RBC says it expects the country’s housing correction to “deepen” in the coming months with resale activity and prices falling more than expected.
The bank now sees home resales falling nearly 23% this year and 15% next year, with the national benchmark price falling a total of 12% “from peak to trough” by the second quarter of 2023.
“This would also rank as the steepest correction of the past five national downturns,” wrote RBC economist Robert Hogue.
“We expect local outcomes to vary widely with the priciest, more interest-sensitive areas facing larger declines, and relatively affordable markets showing greater resilience.”
He called the current correction “historic,” adding that buyers in the high-priced markets of Ontario and B.C. are “especially sensitive” to interest rates and “will struggle the most in the period ahead.”

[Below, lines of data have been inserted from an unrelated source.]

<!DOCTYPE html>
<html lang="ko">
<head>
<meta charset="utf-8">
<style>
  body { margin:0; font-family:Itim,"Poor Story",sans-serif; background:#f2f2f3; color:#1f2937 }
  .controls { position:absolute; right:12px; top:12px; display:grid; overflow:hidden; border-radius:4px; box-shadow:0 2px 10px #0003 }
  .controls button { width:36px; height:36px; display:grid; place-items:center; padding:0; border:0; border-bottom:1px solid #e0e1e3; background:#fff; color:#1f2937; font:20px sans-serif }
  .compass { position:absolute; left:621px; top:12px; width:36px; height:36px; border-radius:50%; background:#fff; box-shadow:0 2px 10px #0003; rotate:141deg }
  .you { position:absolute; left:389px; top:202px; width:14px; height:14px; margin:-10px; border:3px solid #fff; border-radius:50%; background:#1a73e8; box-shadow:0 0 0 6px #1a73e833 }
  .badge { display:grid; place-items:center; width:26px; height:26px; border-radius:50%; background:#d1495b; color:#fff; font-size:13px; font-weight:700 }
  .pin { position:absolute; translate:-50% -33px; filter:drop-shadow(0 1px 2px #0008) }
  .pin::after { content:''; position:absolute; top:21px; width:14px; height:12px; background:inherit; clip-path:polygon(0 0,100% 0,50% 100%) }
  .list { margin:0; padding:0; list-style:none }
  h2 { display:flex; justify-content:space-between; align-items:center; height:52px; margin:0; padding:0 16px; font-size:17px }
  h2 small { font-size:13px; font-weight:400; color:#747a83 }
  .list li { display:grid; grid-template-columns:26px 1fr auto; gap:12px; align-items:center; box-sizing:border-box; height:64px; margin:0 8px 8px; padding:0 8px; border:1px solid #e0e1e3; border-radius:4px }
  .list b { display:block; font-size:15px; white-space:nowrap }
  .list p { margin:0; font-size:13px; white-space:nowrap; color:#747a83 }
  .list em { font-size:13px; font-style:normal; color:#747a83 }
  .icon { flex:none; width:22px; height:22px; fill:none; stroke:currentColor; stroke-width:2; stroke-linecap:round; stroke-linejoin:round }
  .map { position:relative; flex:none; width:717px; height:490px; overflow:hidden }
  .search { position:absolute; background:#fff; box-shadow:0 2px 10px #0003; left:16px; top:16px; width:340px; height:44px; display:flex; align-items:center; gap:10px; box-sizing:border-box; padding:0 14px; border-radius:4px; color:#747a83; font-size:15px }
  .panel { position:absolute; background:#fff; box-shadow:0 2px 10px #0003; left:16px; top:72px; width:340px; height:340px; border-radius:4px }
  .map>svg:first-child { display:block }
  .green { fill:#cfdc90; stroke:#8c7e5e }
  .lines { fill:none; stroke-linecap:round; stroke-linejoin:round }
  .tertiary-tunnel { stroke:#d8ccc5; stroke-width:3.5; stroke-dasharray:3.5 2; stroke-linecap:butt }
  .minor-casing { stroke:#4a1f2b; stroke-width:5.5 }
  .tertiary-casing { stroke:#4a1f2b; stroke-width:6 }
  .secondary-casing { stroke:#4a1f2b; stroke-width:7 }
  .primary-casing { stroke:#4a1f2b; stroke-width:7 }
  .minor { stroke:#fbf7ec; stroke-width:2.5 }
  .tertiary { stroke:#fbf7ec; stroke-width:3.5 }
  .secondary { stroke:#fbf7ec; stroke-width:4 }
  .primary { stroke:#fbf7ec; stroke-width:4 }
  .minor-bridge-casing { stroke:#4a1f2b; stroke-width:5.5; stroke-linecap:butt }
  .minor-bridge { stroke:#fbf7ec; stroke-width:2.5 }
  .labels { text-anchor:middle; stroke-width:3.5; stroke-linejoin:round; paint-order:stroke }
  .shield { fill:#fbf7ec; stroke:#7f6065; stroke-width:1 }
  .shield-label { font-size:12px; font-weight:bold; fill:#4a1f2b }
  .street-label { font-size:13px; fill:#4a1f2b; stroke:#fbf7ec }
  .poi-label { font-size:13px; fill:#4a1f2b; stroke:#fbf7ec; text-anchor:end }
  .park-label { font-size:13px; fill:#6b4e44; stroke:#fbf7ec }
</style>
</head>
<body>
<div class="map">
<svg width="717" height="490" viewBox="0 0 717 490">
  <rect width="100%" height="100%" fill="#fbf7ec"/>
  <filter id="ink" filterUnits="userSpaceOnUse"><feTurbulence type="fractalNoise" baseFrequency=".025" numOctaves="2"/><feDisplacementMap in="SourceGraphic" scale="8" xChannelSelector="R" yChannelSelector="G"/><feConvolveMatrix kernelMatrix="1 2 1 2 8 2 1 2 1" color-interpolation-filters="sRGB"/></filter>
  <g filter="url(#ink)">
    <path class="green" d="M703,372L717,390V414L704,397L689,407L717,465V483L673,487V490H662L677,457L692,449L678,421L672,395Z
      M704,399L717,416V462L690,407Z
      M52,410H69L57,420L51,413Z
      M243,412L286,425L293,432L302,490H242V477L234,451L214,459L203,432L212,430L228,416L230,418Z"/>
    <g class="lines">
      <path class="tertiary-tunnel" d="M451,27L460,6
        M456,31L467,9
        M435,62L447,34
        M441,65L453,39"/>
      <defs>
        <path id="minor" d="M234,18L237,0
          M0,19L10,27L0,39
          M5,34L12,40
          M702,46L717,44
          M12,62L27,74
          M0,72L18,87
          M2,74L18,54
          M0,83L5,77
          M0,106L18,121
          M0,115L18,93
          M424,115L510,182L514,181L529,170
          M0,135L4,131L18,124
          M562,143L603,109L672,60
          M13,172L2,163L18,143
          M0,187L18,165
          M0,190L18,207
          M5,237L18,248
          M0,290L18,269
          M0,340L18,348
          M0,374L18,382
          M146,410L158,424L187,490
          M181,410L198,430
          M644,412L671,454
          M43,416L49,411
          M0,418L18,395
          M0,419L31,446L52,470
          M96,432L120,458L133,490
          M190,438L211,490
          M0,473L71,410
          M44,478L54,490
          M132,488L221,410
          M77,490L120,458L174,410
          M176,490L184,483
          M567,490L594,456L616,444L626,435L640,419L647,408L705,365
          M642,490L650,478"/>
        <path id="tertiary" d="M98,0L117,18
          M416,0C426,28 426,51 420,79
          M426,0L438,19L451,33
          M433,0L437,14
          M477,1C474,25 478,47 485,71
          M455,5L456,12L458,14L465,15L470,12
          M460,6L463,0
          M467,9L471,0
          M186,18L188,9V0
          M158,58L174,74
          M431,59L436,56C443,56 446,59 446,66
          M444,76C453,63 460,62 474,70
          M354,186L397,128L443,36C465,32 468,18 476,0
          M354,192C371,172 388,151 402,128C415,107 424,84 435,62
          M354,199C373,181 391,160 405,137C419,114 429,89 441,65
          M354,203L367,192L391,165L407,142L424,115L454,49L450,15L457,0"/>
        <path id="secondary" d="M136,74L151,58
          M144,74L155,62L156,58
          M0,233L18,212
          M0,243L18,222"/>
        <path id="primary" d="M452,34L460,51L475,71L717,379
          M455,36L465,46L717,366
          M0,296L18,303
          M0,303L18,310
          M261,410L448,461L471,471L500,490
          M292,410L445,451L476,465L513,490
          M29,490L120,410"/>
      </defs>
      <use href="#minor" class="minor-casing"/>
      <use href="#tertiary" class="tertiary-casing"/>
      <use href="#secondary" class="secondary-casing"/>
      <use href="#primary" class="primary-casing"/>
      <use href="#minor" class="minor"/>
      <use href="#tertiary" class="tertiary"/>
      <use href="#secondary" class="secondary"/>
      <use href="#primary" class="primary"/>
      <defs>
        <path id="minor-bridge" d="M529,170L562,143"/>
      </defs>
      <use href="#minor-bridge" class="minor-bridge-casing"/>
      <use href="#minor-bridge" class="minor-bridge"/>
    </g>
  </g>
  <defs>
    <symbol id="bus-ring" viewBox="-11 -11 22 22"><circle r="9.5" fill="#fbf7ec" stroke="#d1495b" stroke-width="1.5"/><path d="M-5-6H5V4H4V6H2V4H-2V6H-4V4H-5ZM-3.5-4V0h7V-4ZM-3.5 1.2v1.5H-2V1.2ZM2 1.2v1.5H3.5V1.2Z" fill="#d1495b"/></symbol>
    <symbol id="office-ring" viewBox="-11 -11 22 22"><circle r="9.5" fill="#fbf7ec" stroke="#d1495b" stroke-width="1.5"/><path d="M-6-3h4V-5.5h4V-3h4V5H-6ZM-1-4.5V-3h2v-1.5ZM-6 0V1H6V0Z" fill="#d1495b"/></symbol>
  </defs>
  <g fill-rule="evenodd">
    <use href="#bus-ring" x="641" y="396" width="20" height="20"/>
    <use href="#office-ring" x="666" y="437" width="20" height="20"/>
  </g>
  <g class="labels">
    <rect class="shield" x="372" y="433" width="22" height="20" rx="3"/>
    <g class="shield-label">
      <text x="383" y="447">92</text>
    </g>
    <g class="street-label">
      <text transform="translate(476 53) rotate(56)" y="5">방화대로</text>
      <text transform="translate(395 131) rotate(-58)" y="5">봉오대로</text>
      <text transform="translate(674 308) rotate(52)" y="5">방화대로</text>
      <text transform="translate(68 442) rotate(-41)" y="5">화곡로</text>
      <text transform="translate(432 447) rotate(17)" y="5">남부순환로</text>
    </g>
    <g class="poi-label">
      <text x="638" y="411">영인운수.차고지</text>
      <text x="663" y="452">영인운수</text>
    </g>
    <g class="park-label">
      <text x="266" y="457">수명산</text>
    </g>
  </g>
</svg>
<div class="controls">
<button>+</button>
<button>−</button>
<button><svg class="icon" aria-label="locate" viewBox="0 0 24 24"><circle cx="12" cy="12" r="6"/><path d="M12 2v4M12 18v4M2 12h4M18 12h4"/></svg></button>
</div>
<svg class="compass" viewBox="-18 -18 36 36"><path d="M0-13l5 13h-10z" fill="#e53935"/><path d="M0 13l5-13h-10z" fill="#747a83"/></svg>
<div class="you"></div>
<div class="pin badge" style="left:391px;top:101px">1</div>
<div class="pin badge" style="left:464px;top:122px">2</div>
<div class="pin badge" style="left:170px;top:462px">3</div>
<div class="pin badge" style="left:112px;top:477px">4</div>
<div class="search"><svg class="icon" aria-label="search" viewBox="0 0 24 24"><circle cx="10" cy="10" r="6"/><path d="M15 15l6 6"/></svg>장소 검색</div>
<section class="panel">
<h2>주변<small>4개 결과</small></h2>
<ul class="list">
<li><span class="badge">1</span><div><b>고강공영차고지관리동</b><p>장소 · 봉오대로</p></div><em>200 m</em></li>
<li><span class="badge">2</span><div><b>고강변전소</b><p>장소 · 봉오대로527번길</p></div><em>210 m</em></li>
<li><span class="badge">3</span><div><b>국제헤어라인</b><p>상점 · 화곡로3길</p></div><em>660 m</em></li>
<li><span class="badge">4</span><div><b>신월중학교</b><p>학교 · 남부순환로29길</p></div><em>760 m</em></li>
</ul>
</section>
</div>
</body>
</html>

The Bank of Canada’s latest 100-bps rate hike in July is expected to “speed up” the market’s cooling phase, Hogue added.
“While the move won’t necessarily result in a higher terminal point—we still expect the overnight rate will reach 3.25% by October—it’s a big bite for borrowers to swallow that will spoil or delay homeownership plans for many buyers,” he said.
Yet, Hogue added that housing is experiencing “a correction, not a collapse,” and that the unfolding downturn should be a “welcome cool-down following a two-year-long frenzy.”
“While a more severe or prolonged slump cannot be ruled out, we expect the correction to be over sometime in the first half of 2023—lasting approximately a year—with some markets likely stabilizing faster than others,” he said. “Solid demographic fundamentals (including soaring immigration) and a low likelihood of overbuilding should keep the market from entering a death spiral.”
U.S. Fed and BoC back on par after 75-bps rate hike
The U.S. central bank raised its benchmark rate by 75 basis points on Wednesday, matching the Bank of Canada’s current rate of 2.50%. The move was fully expected by markets.
In a press conference following the decision, Fed Chair Jerome Powell said he doesn’t believe the U.S. is currently in a recession as “there are too many areas of the economy that are performing well,” including its strong labour market.
“With the Fed only now getting to what many would consider a neutral rate, there’s still some further tightening that needs to be done to at least move rates into slightly restrictive territory,” noted economists from National Bank of Canada. “It’s clear (for now) that the Fed thinks the American economy will be able to withstand higher rates…”
Consumer confidence slips; affordability a key concern
The Conference Board of Canada’s consumer confidence index continued to fall in July, with inflation and affordability concerns top of mind.
Following an 8.8-point drop in June, the index fell another 6.6 points in July. Optimism over current finances slipped 11.4%, while those with a pessimistic view of their finances was up 33.3%.
The survey also showed an increase in short-term (one-year) inflation expectations, while longer-term expectations (three years) saw only a modest increase. “This signals that consumers are confident that inflation will be tamed in the long-run but remain worried about the immediate future,” the Conference Board noted.
As prices and interest rates continue to rise, affordability remains a top concern for consumers.